He wants to break a taboo. "The climate catastrophe is not occurring," he writes in his book "Die Kalte Sonne" (The Cold Sun), published by Hoffmann and Campe, which will be in bookstores next week.

He has only given the book to one climatologist, Jochem Marotzke, the director of the Max Planck Institute for Meteorology in Hamburg, to read prior to its publication. Marotzke's assessment is clear: Vahrenholt represents the standpoints of climate skeptics. "A number of the hypotheses in the book were refuted long ago," Marotzke claims, but adds, on a self-critical note, that his profession has neglected to explain that global temperatures will not increase uniformly. Instead, says Marotzke, there could also be phases of stagnation and even minor declines in temperature. "This has exposed us to potential criticism," he says.

While books by climate heretics usually receive little attention, it could be different in Vahrenholt's case. "His fame," says Marotzke, "will ensure that there will be a debate on the issue."

The book is a source of discomfort within Vahrenholt's party. No one with the SPD leadership is willing to comment on the theories of their prominent fellow party member, from former Environment Minister and current SPD Chairman Sigmar Gabriel to parliamentary floor leader Frank-Walter Steinmeier, who was given an advance copy of the book.

A lecture Vahrenholt was scheduled to give at the University of Osnabrück in northwestern Germany was recently cancelled.


SPIEGEL: Mr. Vahrenholt, in the week before last, you made the surprising announcement that you are resigning as head of RWE Innogy. And now your book "Die Kalte Sonne," in which you deny the climate catastrophe, is appearing. Were you forced to step down because your ideas could damage RWE's new green image?

Vahrenholt: No. My contract would have expired at the end of the year, anyway. Besides, I will continue to be a member of the company's supervisory board for another three years.

SPIEGEL: How have your fellow executives responded to your provocative prediction that it will get colder instead of warmer in the coming decades?

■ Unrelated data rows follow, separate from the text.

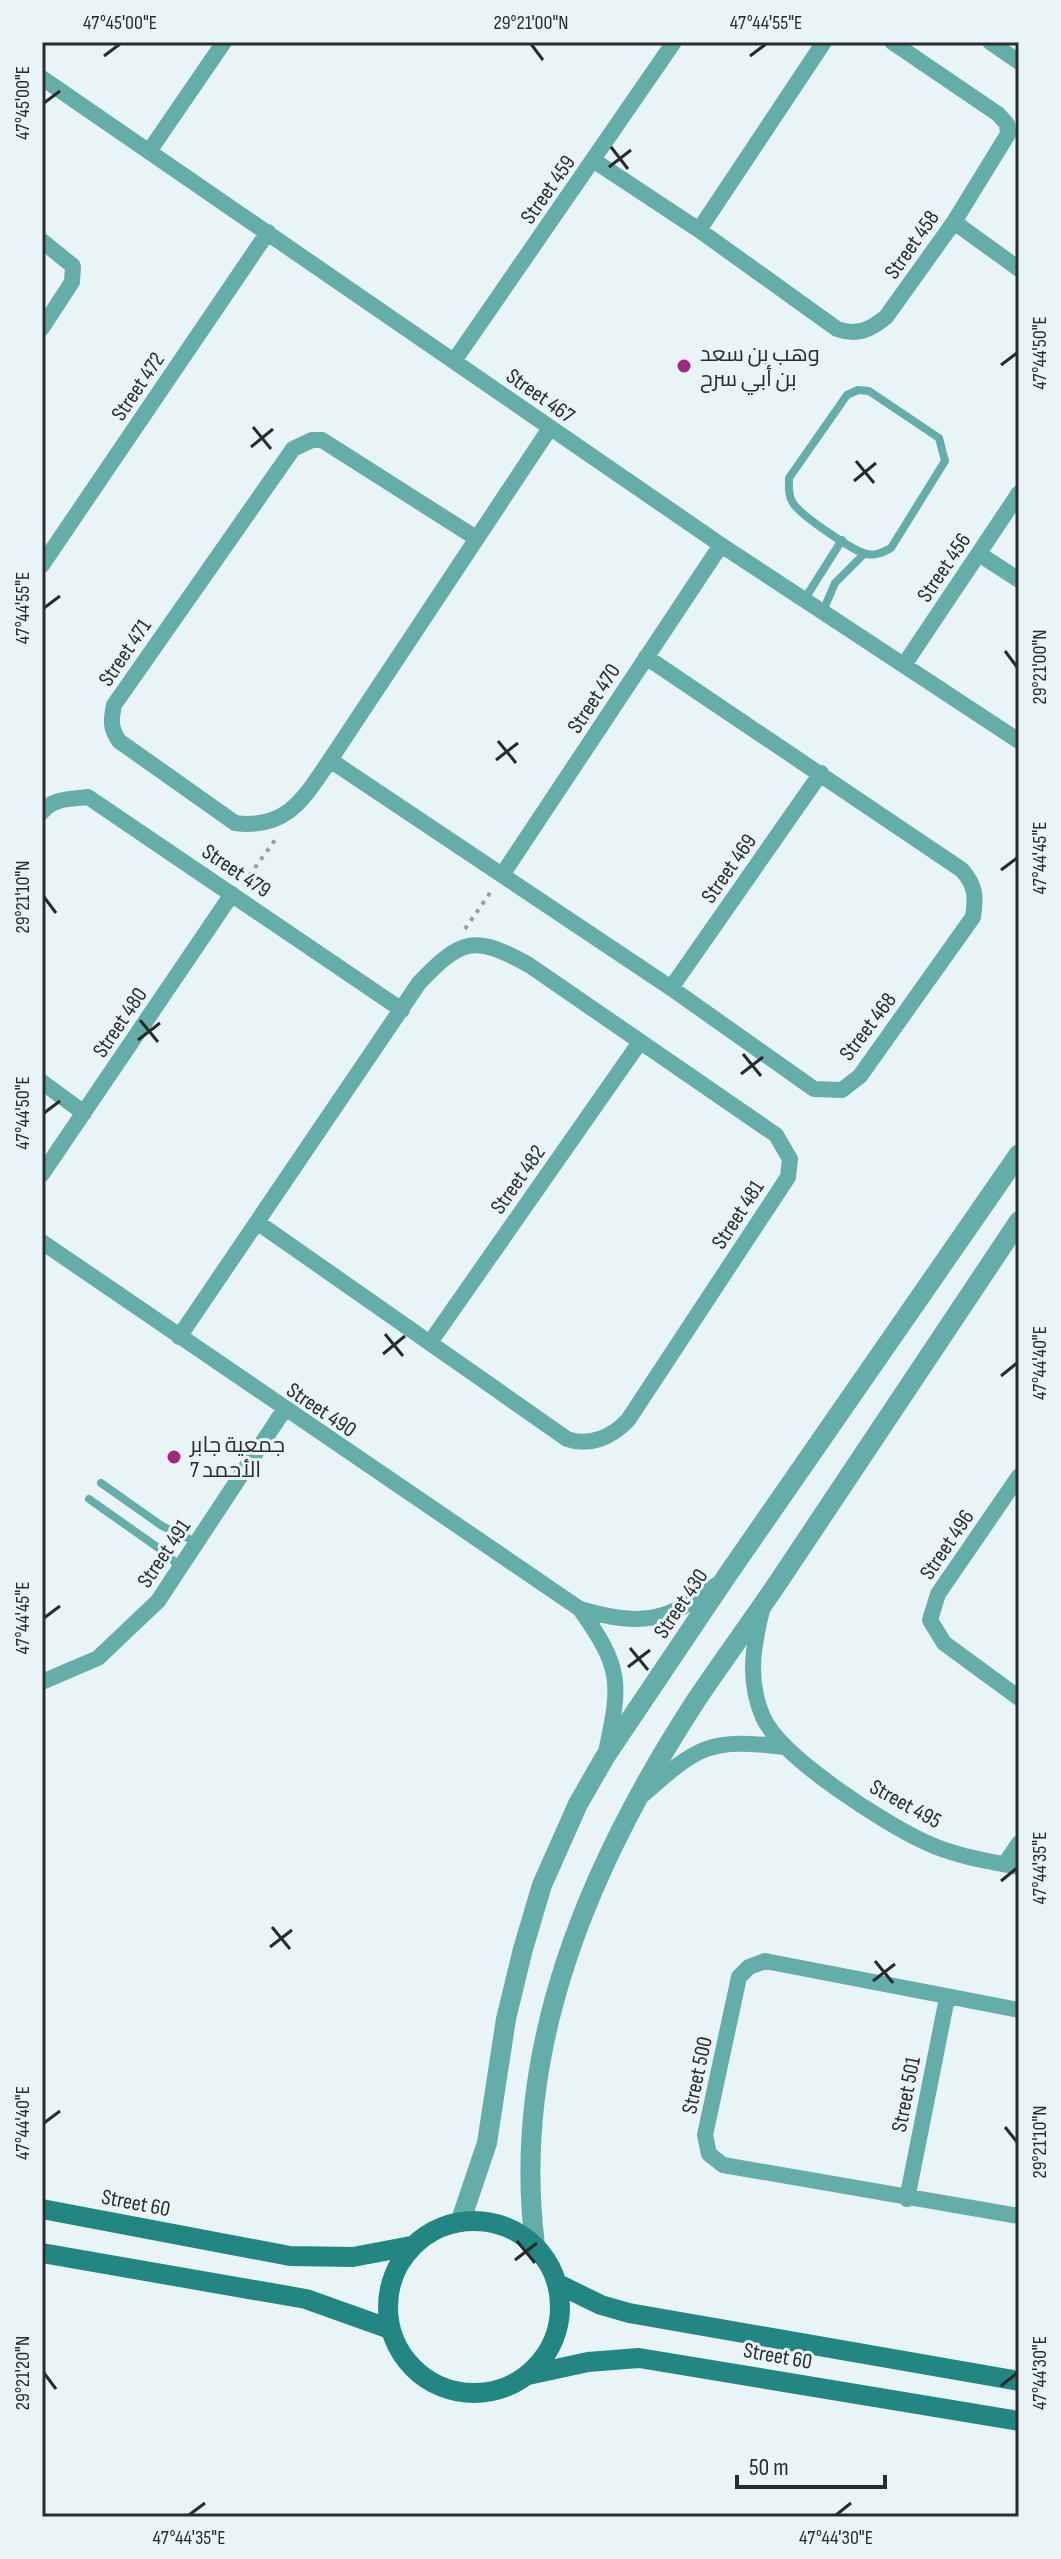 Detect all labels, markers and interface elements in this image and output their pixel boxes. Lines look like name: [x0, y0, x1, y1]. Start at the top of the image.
text: 47°45'00"E: [83, 11, 157, 35]
text: 29°21'00"N: [494, 11, 568, 35]
text: 47°44'55"E: [730, 11, 802, 35]
text: 47°45'00"E: [11, 66, 35, 140]
street label: Street 459: [515, 150, 582, 229]
street label: Street 458: [879, 205, 946, 284]
text: 47°44'50"E: [1028, 316, 1052, 390]
place label: وهب بن سعد بن أبي سرح: [700, 341, 820, 395]
street label: Street 472: [106, 347, 171, 426]
marker: وهب بن سعد بن أبي سرح: [675, 357, 693, 375]
street label: Street 467: [501, 363, 580, 430]
street label: Street 456: [911, 528, 977, 608]
text: 47°44'55"E: [11, 572, 35, 644]
street label: Street 471: [93, 614, 158, 692]
text: 29°21'00"N: [1028, 630, 1052, 704]
street label: Street 470: [562, 659, 627, 739]
text: 47°44'45"E: [1028, 822, 1052, 894]
street label: Street 469: [696, 829, 763, 909]
street label: Street 479: [196, 838, 276, 904]
text: 29°21'10"N: [11, 860, 35, 934]
street label: Street 480: [87, 983, 153, 1063]
street label: Street 468: [834, 987, 903, 1066]
text: 47°44'50"E: [11, 1076, 35, 1150]
street label: Street 482: [485, 1140, 552, 1220]
street label: Street 481: [706, 1175, 771, 1254]
text: 47°44'40"E: [1028, 1326, 1052, 1400]
street label: Street 490: [281, 1377, 361, 1443]
place label: جمعية جابر الأحمد 7: [188, 1432, 285, 1484]
marker: جمعية جابر الأحمد 7: [165, 1448, 183, 1466]
street label: Street 496: [914, 1505, 980, 1585]
street label: Street 491: [132, 1514, 197, 1593]
street label: Street 430: [648, 1564, 714, 1644]
text: 47°44'45"E: [11, 1582, 35, 1654]
street label: Street 495: [865, 1774, 946, 1835]
text: 47°44'35"E: [1028, 1832, 1052, 1904]
street label: Street 500: [676, 2034, 719, 2116]
street label: Street 501: [886, 2054, 927, 2134]
text: 47°44'40"E: [11, 2086, 35, 2160]
text: 29°21'10"N: [1028, 2105, 1052, 2179]
street label: Street 60: [99, 2184, 172, 2223]
text: 29°21'20"N: [11, 2336, 35, 2410]
text: 47°44'30"E: [1028, 2336, 1052, 2410]
street label: Street 60: [741, 2337, 814, 2376]
scale bar: [737, 2439, 885, 2489]
text: 50 m: [749, 2453, 789, 2482]
text: 47°44'35"E: [153, 2526, 225, 2550]
text: 47°44'30"E: [799, 2526, 873, 2550]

Vahrenholt: This is not an RWE book. Aside from CEO Jürgen Grossmann, I didn't give an advance copy to anyone in the company. Grossmann, at any rate, found it so engrossing that he read the entire book in one night.

SPIEGEL: Nevertheless, your precipitous withdrawal from RWE management is reminiscent of the scandal surrounding Thilo Sarrazin, who was forced to resign from the board of Germany's central bank in 2010 following the publication of his controversial book on immigration and integration.

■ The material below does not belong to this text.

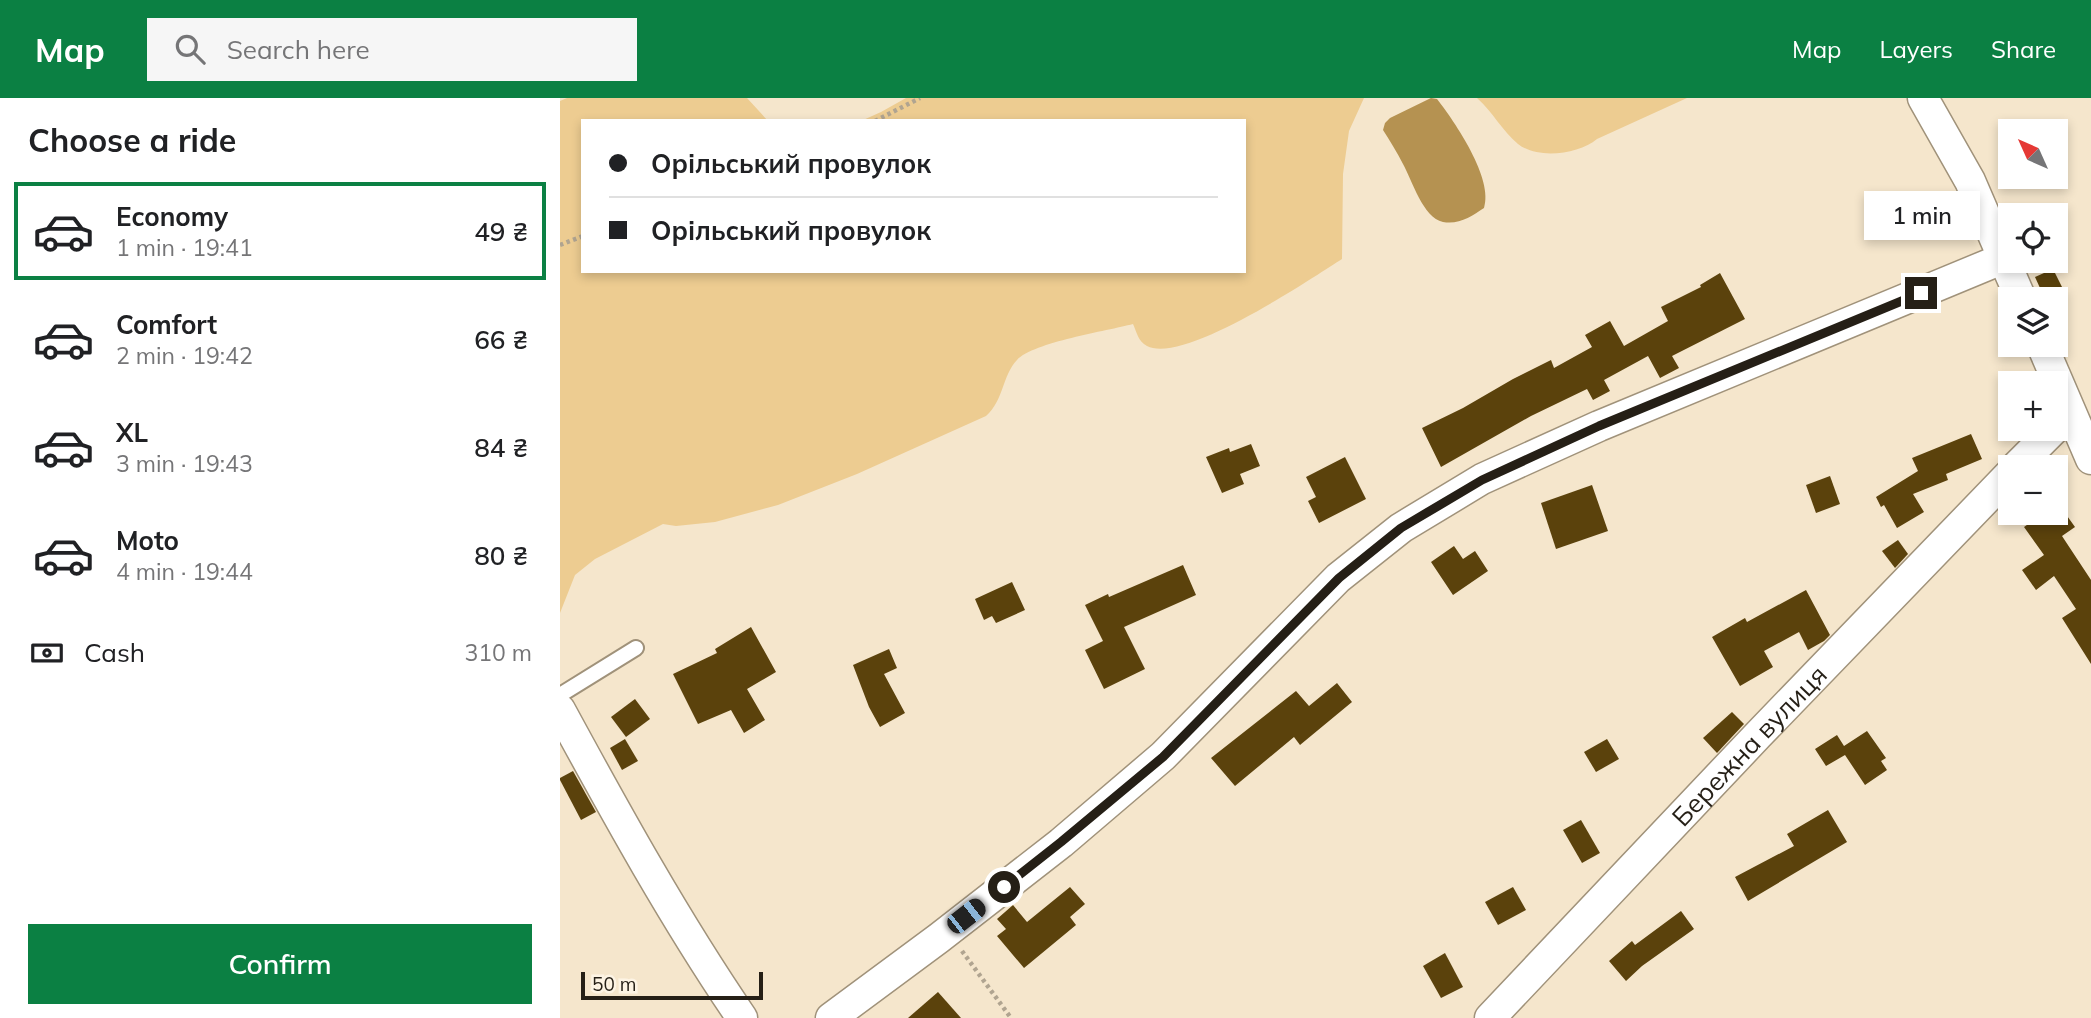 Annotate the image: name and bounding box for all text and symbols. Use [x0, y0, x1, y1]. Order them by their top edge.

Vahrenholt: This isn't a precipitous withdrawal. Besides, I don't need Thilo Sarrazin as a role model. I also didn't need a role model when I drew attention to risks in the chemical industry in my 1978 book "Seveso ist überall" (ed's. note: Seveso is Everywhere -- a reference to the infamous Seveso chemical spill in 1976 in Italy). Today, I want new scientific findings to be included in the climate debate. It would then become clear that the simple equation that CO2 and other man-made greenhouse gases are almost exclusively responsible for climate change is unsustainable. It hasn't gotten any warmer on this planet in almost 14 years, despite continued increases in CO2 emissions. Established climate science has to come up with an answer to that.

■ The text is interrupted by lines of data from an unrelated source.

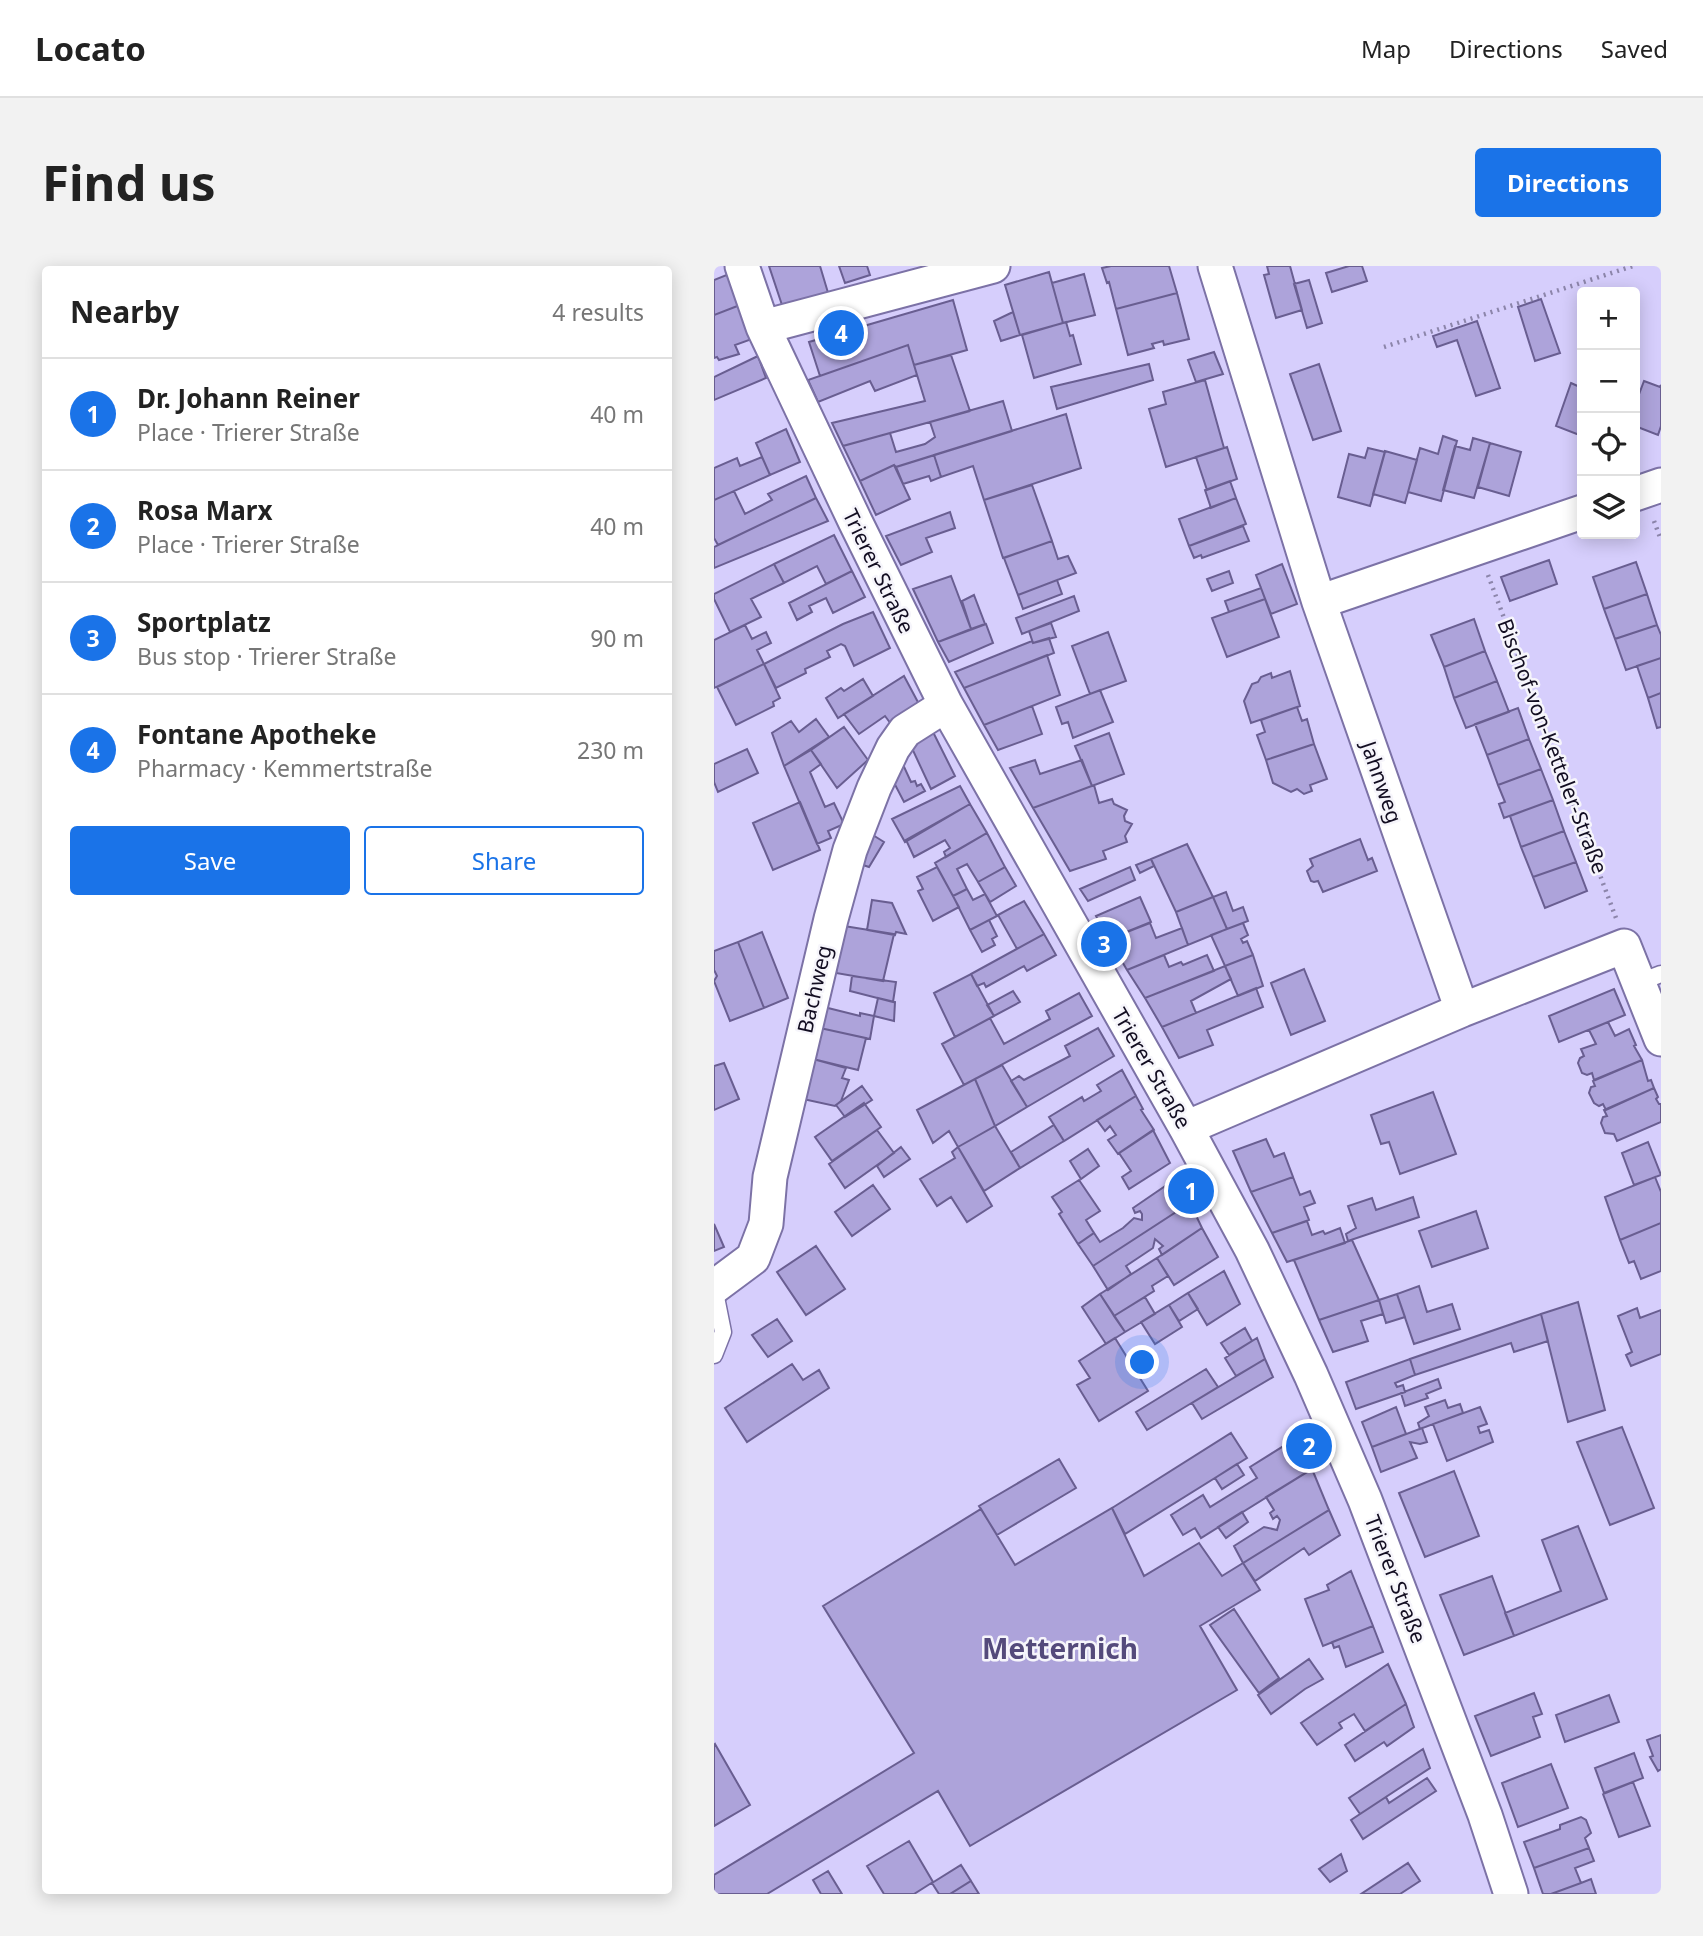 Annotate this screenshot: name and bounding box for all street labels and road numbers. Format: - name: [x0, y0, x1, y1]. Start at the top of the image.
- street label: Trierer Straße: [837, 504, 921, 638]
- street label: Bischof-von-Ketteler-Straße: [1491, 615, 1615, 877]
- street label: Jahnweg: [1354, 735, 1409, 827]
- street label: Bachweg: [790, 942, 838, 1036]
- street label: Trierer Straße: [1106, 1003, 1198, 1133]
- street label: Trierer Straße: [1359, 1511, 1433, 1647]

SPIEGEL: You are an electric utility executive by profession. What prompted you to get involved in climatology?

Vahrenholt: In my experience as an energy expert, I learned that the Intergovernmental Panel on Climate Change (IPCC) is more of a political than a scientific body. As a rapporteur on renewable energy, I witnessed how thin the factual basis is for predictions that are made at the IPCC. In one case, a Greenpeace activist's absurd claim that 80 percent of the world's energy supply could soon be coming from renewable sources was assumed without scrutiny. This prompted me to examine the IPCC report more carefully.

SPIEGEL: And what was your conclusion?

Vahrenholt: The long version of the IPCC report does mention natural causes of climate change, like the sun and oscillating ocean currents. But they no longer appear in the summary for politicians. They were simply edited out. To this day, many decision-makers don't know that new studies have seriously questioned the dominance of CO2. CO2 alone will never cause a warming of more than 2 degrees Celsius (3.6 degrees Fahrenheit) by the end of the century. Only with the help of supposed amplification effects, especially water vapor, do the computers arrive at a drastic temperature increase. I say that global warming will remain below two degrees by the end of the century. This is an eminently political message, but it's also good news.

SPIEGEL: You make concrete statements on how much human activity contributes to climatic events and how much of a role natural factors play. Why don't you publish your prognoses in a professional journal?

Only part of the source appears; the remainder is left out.